Youth radio groups have contributed some 1,300 pieces to the PRX catalogue. But who are young producers making their stories for? How do they share those stories post production? And who is listening?
The questions were prompted by a panel presentation I was asked to give at the Digital Media & Learning conference on the high concept notions of learning, distribution and empowerment. Generation PRX works with some 50 youth radio group and hundreds of youth producers. We know how empowering finding your own voice can be. But who is listening to those voices?
To find out, I interviewed youth producers and teachers, I sent around an online poll for youth producers, and I emailed questions to youth radio teachers. Here are some of the most interesting findings:
- Youth are making stories with a youth audience in mind.
- Youth producers often don’t follow their stories after they air.
- If other youth hear youth-produced stories, they’re most likely to hear them on the radio.
Interviews with youth radio group leaders and youth producers helped round out the picture. In particular, nearly every youth radio leader expressed a desire to have distribution more integrated into teaching radio overall. Many were looking for new ways to get youth listening to each others’ work and found creative ways – like listening parties, or using previous student work in teaching – to do so.
At least one youth producer commented that while youth do get trained in making stories, they need the next layer: Knowing how to distribute their work and pitch their stories to shows and programs that have established audiences. Another producer who began in youth radio and now runs her own multimedia site showed how important distribution is: She explained that with new media, you’re not just distributing content, “you’re distributing yourself.” Her radio work contributes to entire online persona, which she carefully curates.

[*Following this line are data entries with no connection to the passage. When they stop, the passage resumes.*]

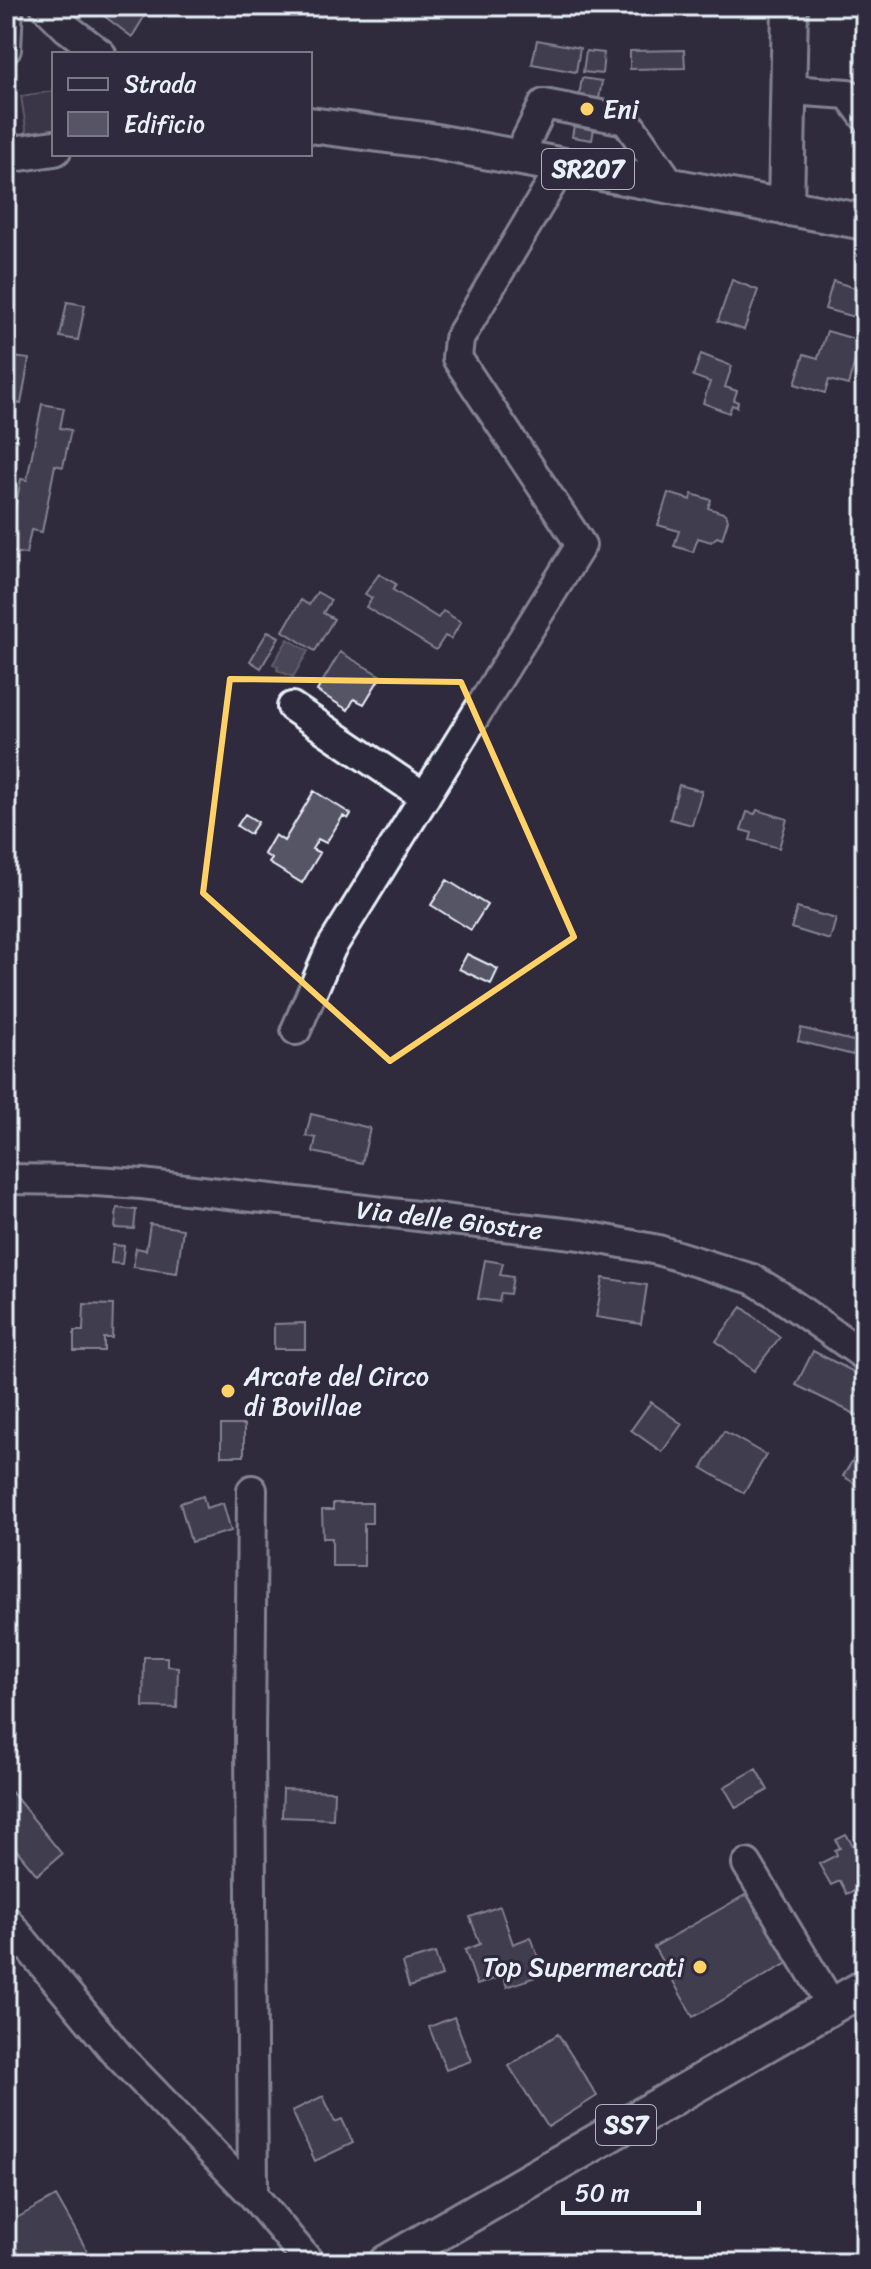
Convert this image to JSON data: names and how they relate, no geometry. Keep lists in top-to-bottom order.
{
  "streets": {
    "main road": ["SR207", "SS7"],
    "street": ["Via delle Giostre"]
  },
  "places": ["Eni", "Arcate del Circo di Bovillae", "Top Supermercati"],
  "legend": ["Strada", "Edificio"],
  "scale_bar": "50 m"
}
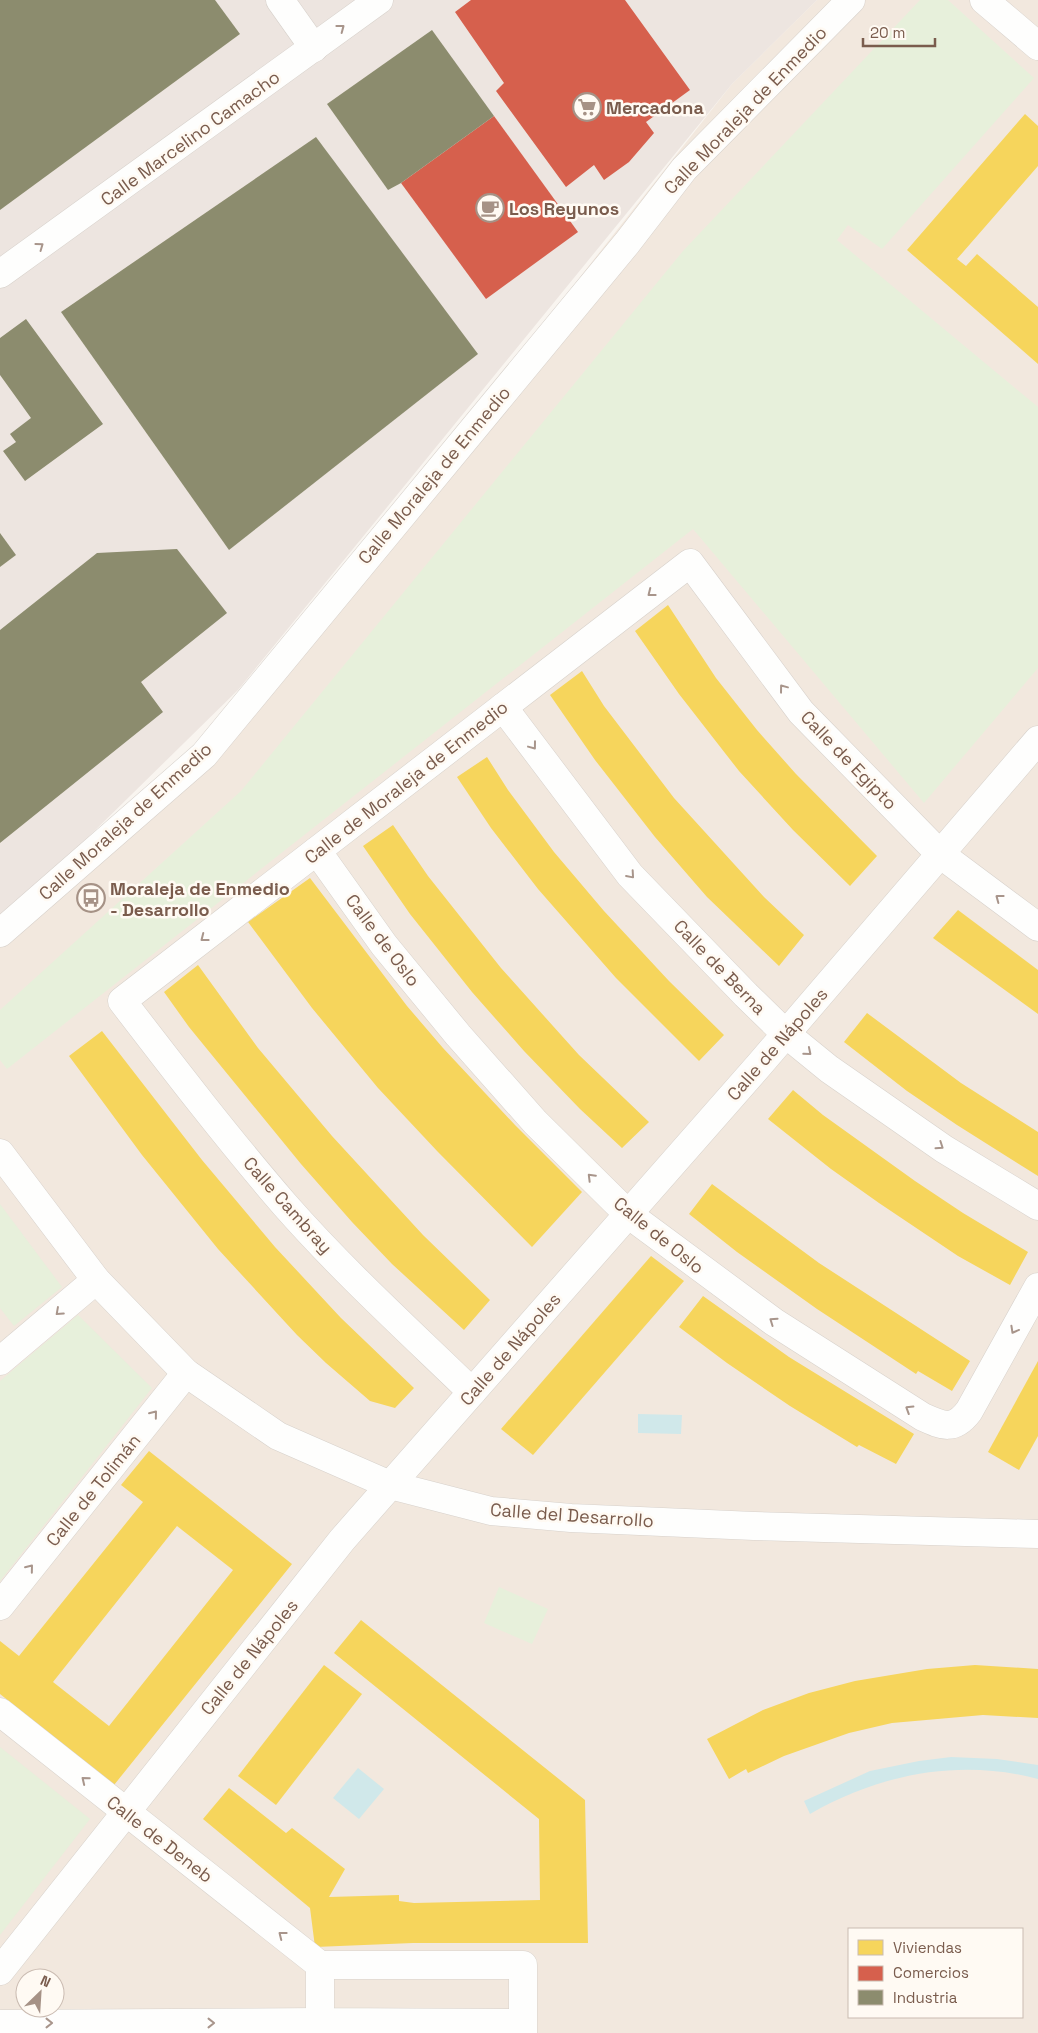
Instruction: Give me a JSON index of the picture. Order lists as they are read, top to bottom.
{
  "streets": {
    "street": [
      "Calle Moraleja de Enmedio",
      "Calle Marcelino Camacho",
      "Calle de Egipto",
      "Calle de Moraleja de Enmedio",
      "Calle de Oslo",
      "Calle de Berna",
      "Calle de Nápoles",
      "Calle Cambray",
      "Calle de Tolimán",
      "Calle del Desarrollo",
      "Calle de Deneb"
    ]
  },
  "crossings": [
    ["Calle de Egipto", "Calle de Moraleja de Enmedio"],
    ["Calle de Egipto", "Calle de Nápoles"],
    ["Calle de Moraleja de Enmedio", "Calle de Oslo"],
    ["Calle de Moraleja de Enmedio", "Calle de Berna"],
    ["Calle de Moraleja de Enmedio", "Calle Cambray"],
    ["Calle de Oslo", "Calle de Nápoles"],
    ["Calle de Berna", "Calle de Nápoles"],
    ["Calle de Nápoles", "Calle Cambray"],
    ["Calle de Nápoles", "Calle del Desarrollo"],
    ["Calle de Nápoles", "Calle de Deneb"],
    ["Calle de Tolimán", "Calle del Desarrollo"]
  ],
  "one_way": [
    "Calle Marcelino Camacho",
    "Calle de Egipto",
    "Calle de Moraleja de Enmedio",
    "Calle de Oslo",
    "Calle de Berna",
    "Calle de Deneb"
  ],
  "places": {
    "supermarket": ["Mercadona"],
    "cafe": ["Los Reyunos"],
    "bus stop": ["Moraleja de Enmedio - Desarrollo"]
  },
  "legend": ["Viviendas", "Comercios", "Industria"],
  "scale_bar": "20 m",
  "north": "top right"
}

Distribution isn’t the end product; it’s the whole process.
- Think beyond production, integrating distribution – and the notion of a public – into teaching from the start.

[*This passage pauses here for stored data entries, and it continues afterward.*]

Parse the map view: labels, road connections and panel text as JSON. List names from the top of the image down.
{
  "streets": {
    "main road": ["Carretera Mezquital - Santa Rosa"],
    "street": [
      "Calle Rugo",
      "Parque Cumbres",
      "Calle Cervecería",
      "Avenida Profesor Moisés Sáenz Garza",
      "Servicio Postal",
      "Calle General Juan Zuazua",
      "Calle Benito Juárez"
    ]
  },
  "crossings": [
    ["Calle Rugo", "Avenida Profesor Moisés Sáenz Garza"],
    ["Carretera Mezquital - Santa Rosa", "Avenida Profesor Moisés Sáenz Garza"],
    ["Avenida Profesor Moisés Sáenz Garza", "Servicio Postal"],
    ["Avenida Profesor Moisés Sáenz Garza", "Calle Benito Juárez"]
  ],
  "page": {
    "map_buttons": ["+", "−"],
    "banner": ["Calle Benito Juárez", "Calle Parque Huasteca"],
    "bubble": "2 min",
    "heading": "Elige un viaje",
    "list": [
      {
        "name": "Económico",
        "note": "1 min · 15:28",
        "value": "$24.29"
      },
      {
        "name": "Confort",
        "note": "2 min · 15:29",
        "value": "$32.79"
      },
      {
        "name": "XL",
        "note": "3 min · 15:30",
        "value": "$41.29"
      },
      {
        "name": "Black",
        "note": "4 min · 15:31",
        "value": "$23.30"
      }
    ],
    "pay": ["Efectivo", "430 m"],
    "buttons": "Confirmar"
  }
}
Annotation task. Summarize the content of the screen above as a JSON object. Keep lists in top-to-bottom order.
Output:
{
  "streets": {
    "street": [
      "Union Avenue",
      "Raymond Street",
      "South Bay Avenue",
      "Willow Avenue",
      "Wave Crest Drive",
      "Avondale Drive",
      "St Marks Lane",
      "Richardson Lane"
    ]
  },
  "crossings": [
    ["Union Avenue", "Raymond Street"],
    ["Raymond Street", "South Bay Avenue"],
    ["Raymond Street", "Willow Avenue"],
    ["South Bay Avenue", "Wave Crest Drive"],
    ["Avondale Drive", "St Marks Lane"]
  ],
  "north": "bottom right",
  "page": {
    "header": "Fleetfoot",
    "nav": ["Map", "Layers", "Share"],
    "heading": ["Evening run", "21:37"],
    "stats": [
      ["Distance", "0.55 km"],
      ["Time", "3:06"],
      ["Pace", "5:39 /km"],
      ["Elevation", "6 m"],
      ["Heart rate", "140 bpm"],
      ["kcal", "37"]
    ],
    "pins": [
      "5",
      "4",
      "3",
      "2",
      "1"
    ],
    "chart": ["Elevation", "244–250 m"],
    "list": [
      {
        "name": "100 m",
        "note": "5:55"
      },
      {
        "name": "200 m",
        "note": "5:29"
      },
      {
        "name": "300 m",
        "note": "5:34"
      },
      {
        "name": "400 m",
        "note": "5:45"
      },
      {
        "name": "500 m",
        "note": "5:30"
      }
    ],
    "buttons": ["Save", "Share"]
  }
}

- Think multiple channels. Public radio stations license via PRX, but so do a long list of outside purchasers (including YouthCast and REMIX Radio): Have you opted in? Promote your audio via your website and social networks.

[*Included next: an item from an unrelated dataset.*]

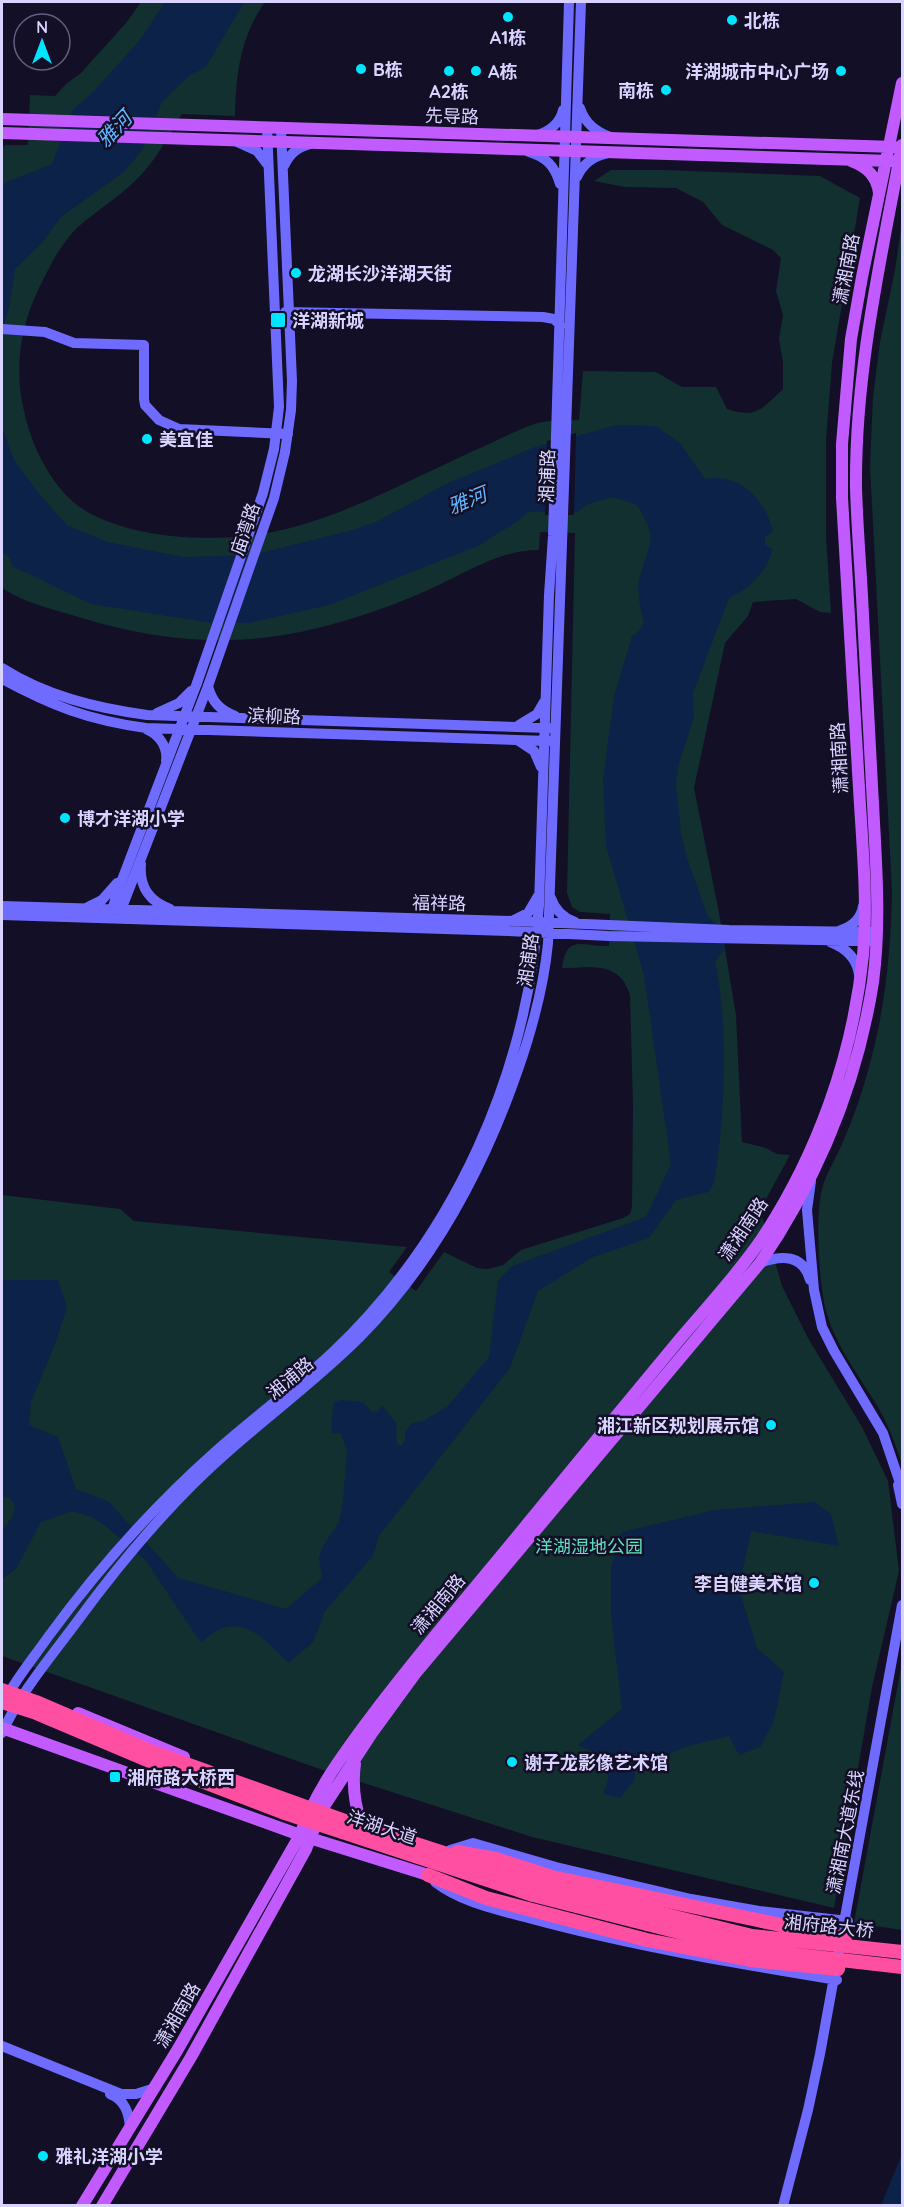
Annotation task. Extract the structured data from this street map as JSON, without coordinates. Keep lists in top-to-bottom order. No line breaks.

- Engage youth as leaders and advocates for their work: Where can it be repurposed? Who is the audience and how will they hear it?
- Develop the concept of a public profile. Participatory culture means you are anything-associated-with-you-in-a-Google search. Sharing your radio work means showing off your skills (and PRX has great Google rankings).
- Use PRX to track pieces after they air (recently released embeddable audio players will also allow those pieces to be shared more easily).
Interviews also showed what a pivotal role PRX serves for these groups, though in ways that might not be obvious. While distribution via PRX serves a crucial function, the site offers two additional benefits. First, the public profile of pieces in a professional context can have a huge impact on group momentum. As one example: At WHJE in Carmel, Indiana, the class votes at the end of each 9-week term to elect which few pieces – out of 40 – will represent the group on PRX. Second, comments are highly motivating for youth producers. As one wrote, “Whenever I received comments on PRX, I took the time to personally email the commenter/reviewer with a message of thanks. That way, they may be more inclined to show the piece around.”
In the end, we were reminded – as we always are – why we love youth radio so much. To the question, “What should people understand (but don’t yet) about sharing youth radio stories,” we heard this:
That youth radio is a lot better than it gets credit for much of the time. I think it’s kind of annoying when older radio producers listen to youth radio with lower expectations. Or that youth can sometimes become a selling point, in a way. Like, “This is interesting because s/he is fourteen,” not “this is interesting because it’s real and honest.” You know what I mean? Maybe I’m not making much sense. But it’s one in the morning, so I’m allowed to be crazy, yes?